BEAUTIFUL BLOOMS – PROMPT #77
So, our work continues as we have explored the chores and jobs we had done in our travels. A lot of ironing seems to have flattened a bunch of fabric and that toil steeled the tapestries of our lives in many wonderful ways. And now the chore becomes Marie Elena’s and mine; choosing two poems that have earned their way into our collective hearts. All wonderful poems…but here are the blooms:
MARIE ELENA’S CHOICE:
Well, I’ll tell you what was NOT a chore: reading all your memory-induced, creative takes on the prompt. Choosing just one? Walt is right. THAT is a chore. After sweating through it ( 😉 ), I decided I absolutely can’t resist celebrating “high-thread-count origami,” “Monopoly marker on holiday,” and whispered secrets of a steam iron. Nancy Posey, only you could make an absolutely amazing read of “Ironing Sheets.” For this, I offer you my Bloom.

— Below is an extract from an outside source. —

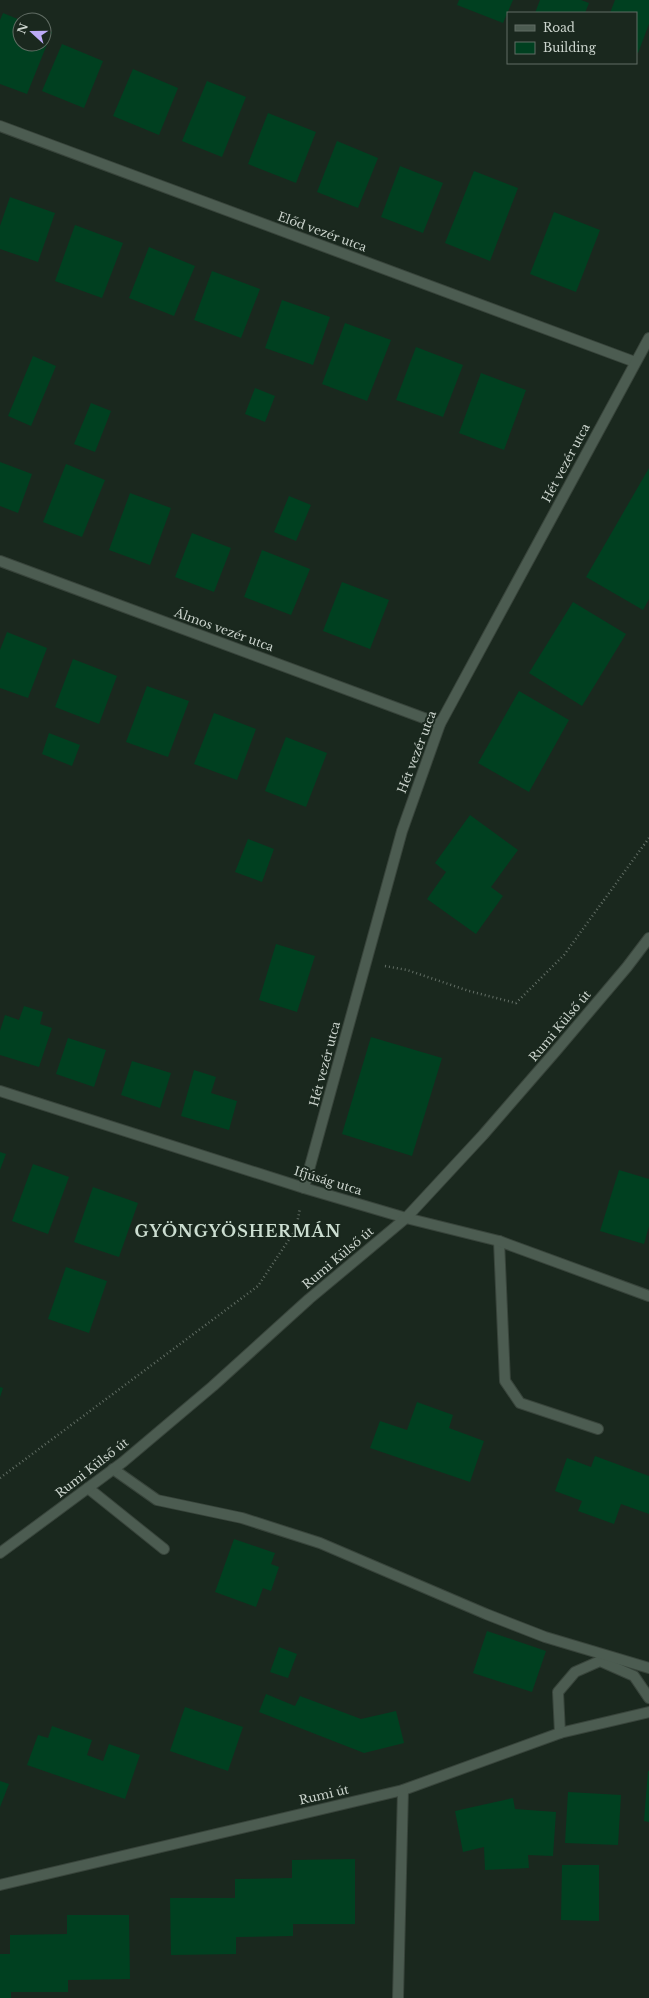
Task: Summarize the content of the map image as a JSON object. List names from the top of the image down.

IRONING SHEETS by Nancy Posey
I loved the symmetry of folded sheets,
corner to corner, pressed and steamed,
spritzed with starch, growing smaller
and smaller, high-thread-count origami,
stacked beneath matching pillowcases,
His and Hers embroidered white on white.
The hiss of steam as metal met moisture
whispered secrets to me, alone
in the laundry room, creases stiff
beneath my iron, a talisman part
bookend, part Monopoly marker
on holiday away from the Scottie dog,
the little car. On occasion, I too
fled the company of siblings on bikes,
of neighborhood children, choosing
even instead of my books that simple
solid chore, deferring my drowsy
dreams beneath their smooth weight,
no single wrinkle disturbing my sleep,
a princess without her pea.
I come from a family of six siblings and the chores were plenty indeed. But the many chores expressed in this poem is very reflective of the poet; it is a master work. It weaves that fabric with intricate precision and the resulting swatch is my BEAUTIFUL BLOOM recipient, Daniel Paicopulos.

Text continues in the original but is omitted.